指したほうを見ると、人だかりができている。

近づいてみると、みな掲示板を見ている。

そこには凶悪犯が逃げ出したとアイの顔つきで張り出されていた。

アイのほうを見ると、不安げな顔をしている。

幸いにも地下牢にいた時の様だったのですぐにはばれないだろうが、あまり長くここにいるのもよくないだろう。今晩中にはこの町も出たほうがよさそうだ。


宿に戻っても、アイはまだ不安げだった。

「このままここにいても、見つかるのは時間の問題だと思う。今晩中にはここを出ようと思う。アイはどうする?」

「・・・・・。」

「・・・一緒に来るか?」

アイは迷っているようだ。

「今のまま別れても、また捕まるのは時間の問題だ。それに行く当てもないんだろう?」

そう聞くと、静かにうなずき、

「ここまでお世話になっておいてこれ以上ご迷惑をかけるわけには・・・」

そうたじろいでいると、突然ノックの音がした。

「アルフレイド軍だ。この宿に凶悪犯がいると通報を受けた。開けるぞ。」

黙って開ければいいのに・・・。礼儀正しいのか、頭が固いのか。

しかし、もたもたしているわけにもいかない。急いで脱出しなければ。

「アイごめんっ。」

「きゃあ。」

アイを抱えて窓から飛び降りる。

「逃げたぞ!追え!」

間一髪といったところか。顔を見られなかっただけでも良かった。

取り急ぎ、郊外の森まで走る。伝達が速いようで、あちこちから兵士たちの足音らしきものが迫ってきている。

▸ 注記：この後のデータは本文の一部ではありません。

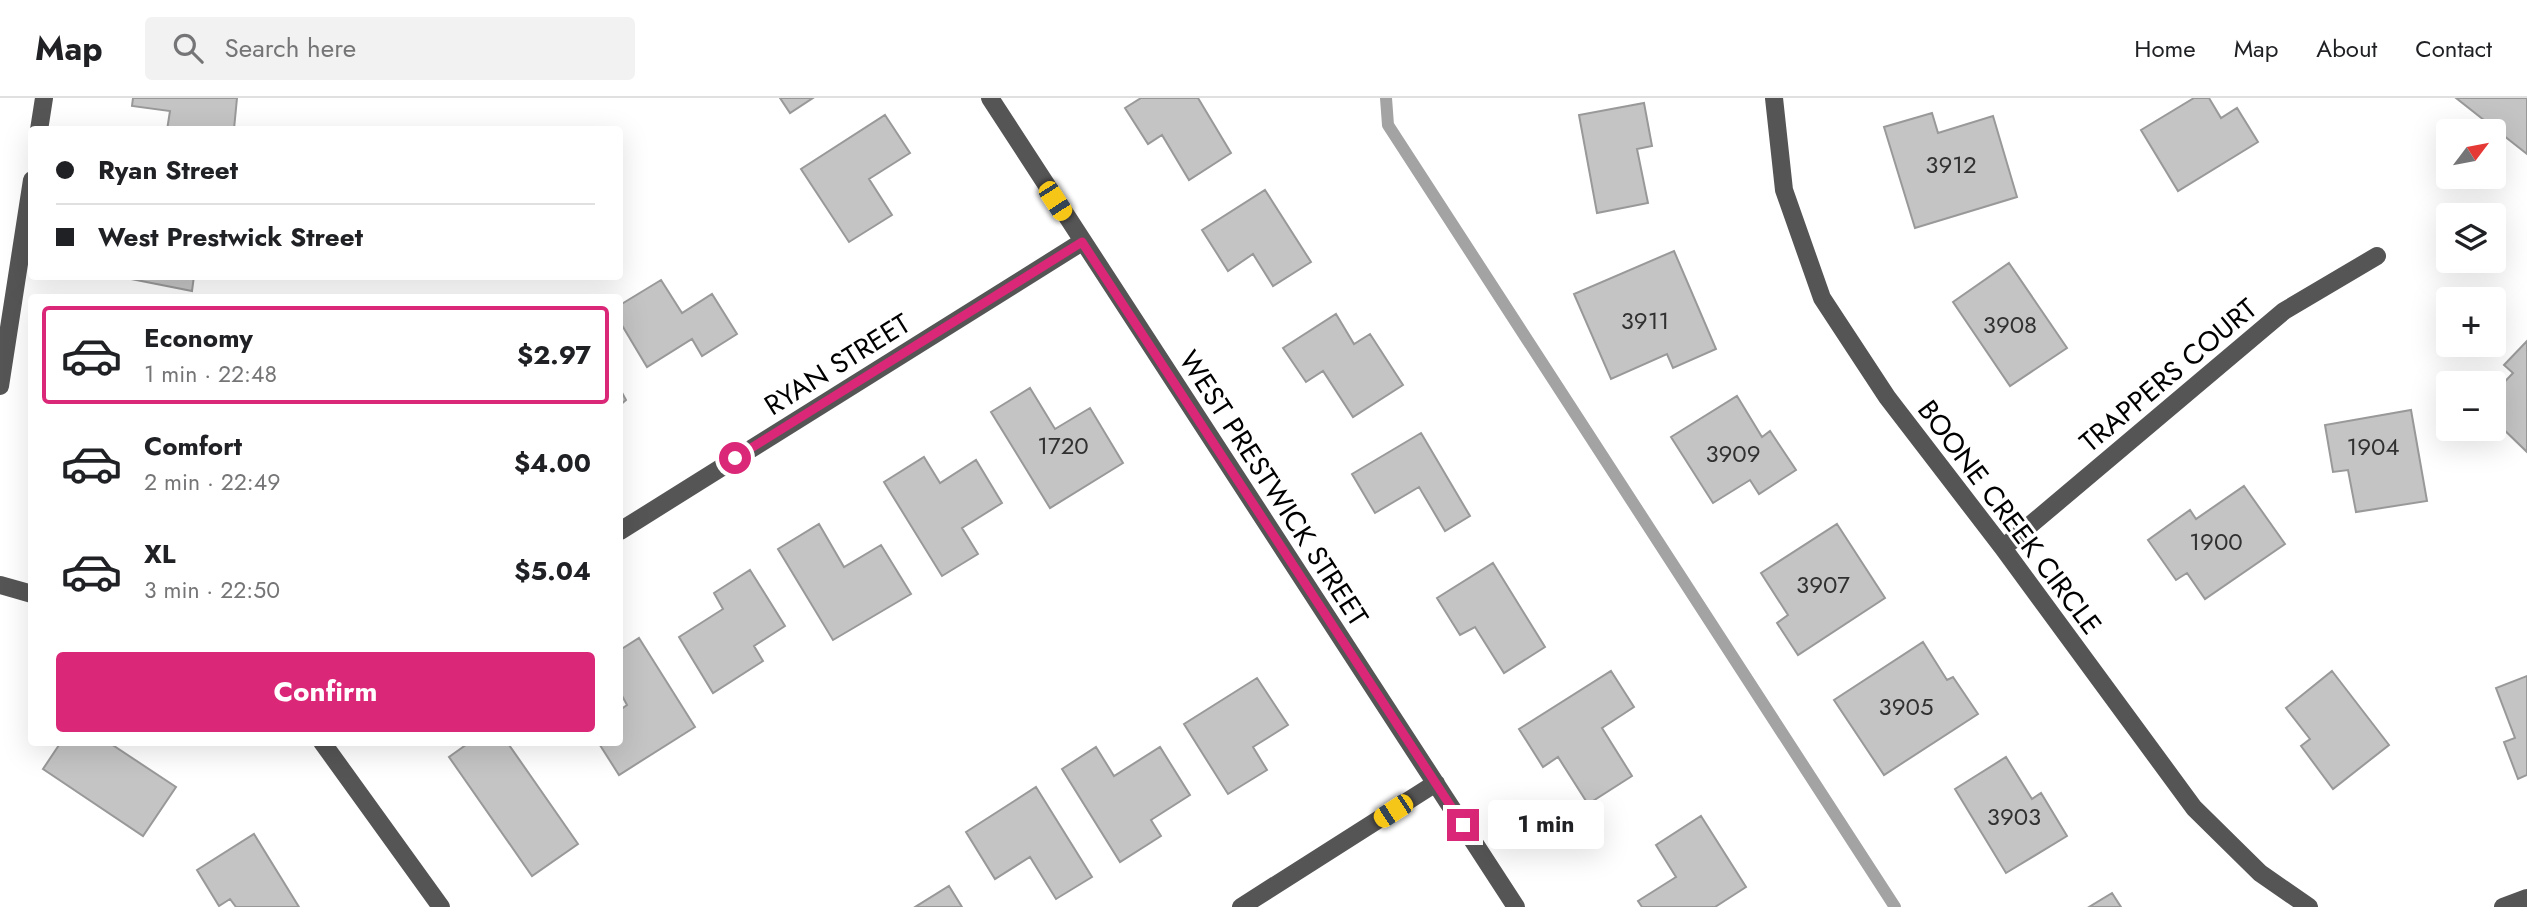 <!DOCTYPE html>
<html lang="en">
<head>
<meta charset="utf-8">
<style>
  body { margin:0; font-family:Jost,sans-serif; background:#f2f2f2; color:#202124; height:100vh; display:flex; flex-direction:column; font-size:26px; white-space:nowrap }
  * { box-sizing:border-box; margin:0 }
  p { font-size:23px; color:#757577 }
  .icon { flex:none; width:38px; height:38px; fill:none; stroke:currentColor; stroke-width:2; stroke-linecap:round; stroke-linejoin:round }
  .map { position:relative; flex:1; overflow:hidden }
  .panel { position:absolute; left:28px; top:196px; width:595px; height:452px; display:flex; flex-direction:column; background:#fff; border-radius:7px; box-shadow:0 7px 28px #0002 }
  .panel>* { flex:none }
  .guide { position:absolute; left:28px; top:28px; width:595px; height:154px; border-radius:7px; box-shadow:0 7px 28px #0002; display:grid; align-content:center; height:154px; padding:0 28px; background:#fff }
  .needle { width:46px; rotate:58deg }
  .buttons { position:absolute; left:2436px; top:21px; display:grid; gap:14px }
  .buttons a { display:grid; place-items:center; width:70px; height:70px; border-radius:7px; background:#fff; box-shadow:0 7px 28px #0002; font-size:35px }
  .end { position:absolute; width:32px; height:32px; margin:-16px; border:9px solid #db2777; background:#fff; box-shadow:0 0 0 4px #fff }
  .from { border-radius:50% }
  .bubble { position:absolute; height:49px; border-radius:7px; background:#fff; box-shadow:0 7px 28px #0002; font-size:23px; font-weight:700; line-height:49px; text-align:center }
  .car { position:absolute; width:21px; height:42px; margin:-21px -10px; border-radius:9px; box-shadow:0 0 5px 2px #0007; background:linear-gradient(#f5c518 24%,#345 0 40%,#f5c518 0 76%,#345 0 86%,#f5c518 0) }
  .guide b { display:flex; align-items:center; gap:24px; height:66px; font-size:26px }
  .guide b+b { border-top:2px solid #e0e0e0 }
  .guide i { width:18px; height:18px; background:#202124 }
  ul { padding:12px 0 0; list-style:none }
  li { display:flex; align-items:center; gap:21px; height:98px; margin:0 14px 10px; padding:0 14px; border:4px solid transparent; border-radius:7px }
  li div { flex:1 }
  li b { display:block; font-size:26px }
  li em { font-style:normal; font-weight:700 }
  li.active { border-color:#db2777 }
  li>.icon { width:63px; height:63px; stroke-width:1.5 }
  .action { display:flex; gap:14px; margin-top:auto; padding:14px 28px }
  .action a { flex:1; height:80px; border-radius:7px; background:#db2777; color:#fff; font-size:28px; font-weight:700; line-height:80px; text-align:center }
  header { display:flex; align-items:center; gap:42px; box-sizing:border-box; height:98px; padding:0 35px; background:#fff; border-bottom:2px solid #e0e0e0 }
  header strong { font-size:33px }
  nav { display:flex; gap:38px; margin-inline-start:auto; font-size:24px }
  .search { width:490px; height:63px; background:#f2f2f2; display:flex; align-items:center; gap:18px; box-sizing:border-box; padding:0 24px; border-radius:7px; color:#757577; font-size:26px }
  .map>svg:first-child { display:block }
  .lines { fill:none; stroke-linecap:round; stroke-linejoin:round }
  .stream { stroke:#a3a3a3; stroke-width:12 }
  .building { fill:#c4c4c4; stroke:#999; stroke-width:2 }
  .minor { stroke:#555; stroke-width:18 }
  .route { stroke:#db2777; stroke-width:9 }
  .labels { text-anchor:middle; stroke-width:6; stroke-linejoin:round; paint-order:stroke }
  .number-label { font-size:24px; fill:#313131 }
  .street-label { font-size:28px; fill:#000; stroke:#fff }
</style>
</head>
<body>
<header>
<strong>Map</strong>
<div class="search"><svg class="icon" aria-label="search" viewBox="0 0 24 24"><circle cx="10" cy="10" r="6"/><path d="M15 15l6 6"/></svg>Search here</div>
<nav><a>Home</a><a>Map</a><a>About</a><a>Contact</a></nav>
</header>
<div class="map">
<svg width="2527" height="809" viewBox="0 0 2527 809">
  <rect width="100%" height="100%" fill="#fff"/>
  <g class="lines">
    <path class="stream" d="M1386,0L1388,27L1895,809"/>
  </g>
  <path class="building" d="M133,0H237L234,31L167,32L170,13L132,8Z
    M780,0H813L790,15Z
    M1141,0H1198L1231,55L1189,82L1162,37L1148,46L1125,10Z
    M2194,0H2209L2221,20L2237,10L2258,44L2178,93L2141,32Z
    M2456,0H2527V56Z
    M1644,5L1652,48L1637,51L1648,105L1597,115L1579,17Z
    M1932,15L1938,35L1993,18L2017,99L1915,130L1884,29Z
    M885,17L910,55L869,81L892,117L849,144L801,71Z
    M1265,92L1311,164L1273,188L1253,156L1228,173L1202,132Z
    M1674,153L1716,251L1673,270L1667,256L1611,281L1574,196Z
    M2009,165L2067,250L2010,288L1953,204Z
    M116,178H194L192,193Z
    M661,182L682,215L712,196L737,236L702,258L692,241L647,269L620,224V207Z
    M1336,216L1354,246L1370,236L1403,287L1353,319L1323,273L1306,284L1283,250Z
    M2527,243V354L2494,322V295L2513,275L2504,267Z
    M1030,290L1055,331L1090,310L1123,365L1050,410L991,314Z
    M620,291L626,302L620,307Z
    M1737,298L1762,339L1770,333L1796,372L1759,396L1750,382L1713,405L1671,339Z
    M2411,312L2427,403L2356,414L2348,372L2333,374L2325,327Z
    M1421,335L1470,418L1445,433L1419,389L1375,415L1352,376Z
    M924,359L940,385L976,362L1002,405L962,430L978,456L942,478L884,384Z
    M2244,388L2285,446L2205,501L2187,475L2176,482L2148,442L2190,412L2196,421Z
    M819,426L844,469L881,447L911,496L833,542L778,451Z
    M1837,426L1885,500L1798,557L1777,525L1788,517L1761,475Z
    M1493,465L1545,549L1504,575L1475,529L1460,537L1437,500Z
    M750,472L785,528L754,548L763,563L713,595L679,539L723,511L714,495Z
    M639,540L695,629L619,677L598,644H620V612L627,607L620,594V552Z
    M1923,544L1947,582L1953,579L1978,616L1884,677L1834,602Z
    M1611,573L1634,609L1602,630L1632,678L1588,706L1558,659L1543,669L1519,631Z
    M2332,573L2389,647L2333,691L2301,648L2310,641L2286,610Z
    M2527,578V677L2518,681L2504,644L2515,640L2496,590Z
    M1257,580L1288,627L1253,649L1267,672L1228,696L1184,626Z
    M61,644H108L176,689L143,738L43,671Z
    M470,644H507L578,746L532,778L449,659Z
    M1096,649L1114,678L1160,649L1190,697L1151,722L1161,738L1120,764L1062,671Z
    M2006,659L2032,701L2041,695L2067,738L2006,775L1955,691Z
    M1036,689L1092,779L1056,801L1030,759L995,781L966,734Z
    M1701,718L1746,789L1715,809H1642L1638,803L1676,779L1656,747Z
    M254,736L299,809H236L230,801L219,808L197,772Z
    M949,788L962,809H915Z
    M2112,795L2121,809H2089Z"/>
  <g class="lines">
    <path class="minor" d="M990,0L1516,809
      M1774,0L1784,92L1822,200L1887,299L2003,450L2194,710L2260,775L2309,809
      M39,32L44,0
      M0,288L32,82
      M620,433L1082,144
      M2003,450L2284,213L2377,158
      M0,487L32,496
      M322,644L441,809
      M1241,809L1436,685
      M2503,809L2527,800"/>
  </g>
  <g class="lines">
    <path class="route" d="M735,360L1082,144L1463,727"/>
  </g>
  <g class="labels">
    <g class="number-label">
      <text x="1951" y="75">3912</text>
      <text x="1645" y="231">3911</text>
      <text x="2010" y="235">3908</text>
      <text x="1063" y="356">1720</text>
      <text x="2373" y="357">1904</text>
      <text x="1733" y="364">3909</text>
      <text x="2216" y="452">1900</text>
      <text x="1823" y="495">3907</text>
      <text x="1906" y="617">3905</text>
      <text x="2014" y="727">3903</text>
    </g>
    <g class="street-label">
      <text transform="translate(837 266) rotate(-32)" y="10">RYAN STREET</text>
      <text transform="translate(2168 277) rotate(-40)" y="10">TRAPPERS COURT</text>
      <text transform="translate(1274 390) rotate(57)" y="10">WEST PRESTWICK STREET</text>
      <text transform="translate(2010 419) rotate(53)" y="10">BOONE CREEK CIRCLE</text>
    </g>
  </g>
</svg>
<div class="buttons">
<a><svg class="needle" viewBox="-14 -14 28 28"><path d="M0-13l5 13h-10z" fill="#e53935"/><path d="M0 13l5-13h-10z" fill="#757577"/></svg></a>
<a><svg class="icon" aria-label="layers" viewBox="0 0 24 24"><path d="M12 4l9 5-9 5-9-5zM3 14l9 5 9-5"/></svg></a>
<a>+</a>
<a>−</a>
</div>
<i class="end from" style="left:735px;top:360px"></i>
<i class="end" style="left:1463px;top:727px"></i>
<div class="bubble" style="left:1488px;top:702px;width:116px">1 min</div>
<i class="car" style="left:1055px;top:103px;rotate:147deg"></i>
<i class="car" style="left:1393px;top:713px;rotate:237deg"></i>
<div class="guide">
<b><i class="from"></i>Ryan Street</b>
<b><i></i>West Prestwick Street</b>
</div>
<section class="panel">
<ul>
<li class="active"><svg class="icon" aria-label="car" viewBox="0 0 24 24"><path d="M5 17H2v-5l4-1 3-4h7l3 4 3 1v5h-3M9 17h6M6 11h13"/><circle cx="7" cy="17" r="2"/><circle cx="17" cy="17" r="2"/></svg><div><b>Economy</b><p>1 min · 22:48</p></div><em>$2.97</em></li>
<li><svg class="icon" aria-label="car" viewBox="0 0 24 24"><path d="M5 17H2v-5l4-1 3-4h7l3 4 3 1v5h-3M9 17h6M6 11h13"/><circle cx="7" cy="17" r="2"/><circle cx="17" cy="17" r="2"/></svg><div><b>Comfort</b><p>2 min · 22:49</p></div><em>$4.00</em></li>
<li><svg class="icon" aria-label="car" viewBox="0 0 24 24"><path d="M5 17H2v-5l4-1 3-4h7l3 4 3 1v5h-3M9 17h6M6 11h13"/><circle cx="7" cy="17" r="2"/><circle cx="17" cy="17" r="2"/></svg><div><b>XL</b><p>3 min · 22:50</p></div><em>$5.04</em></li>
</ul>
<div class="action"><a>Confirm</a></div>
</section>
</div>
</body>
</html>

何とか森に逃げ込んだはいいものの、追ってはいまだに途絶えない。しかも数が増えている。

このままでは二人とも捕まるだろう。

あまりここで使いたくはないが仕方ない。

アイをおろし

「一緒に来るか?」

と再び聞くとアイは静かにうなずいた。

「分かった。」とだけ答え、俺は竜に姿を変えた。

目を丸くしているアイを手に乗せ、空へと飛んだ。


「レイは竜だったんですね。」

「あぁ。怖がらせたようならすまない。」

「怖がってなんていませんよ。驚きはしましたけど。」

「そうか。」

「それに感謝しているんです。私をここまで連れ出してくれたことに.もう外には出られないかと思っていましたし。」

「そう言ってくれると嬉しいよ。」

「はい!ところで、これからどこに向かうんですか。」

「できるだけアルフレイドから離れたほうがいいだろう。たしか南の外れのほうに小さい町があったと思う。とりあえずはそこに行ってみようと思う。ここから半日ぐらいかかるから寝ていていいよ。」

「ありがとうございます。お言葉に甘えて休ませてもらいますね。」

そう言って、安心したようにアイは眠りについた。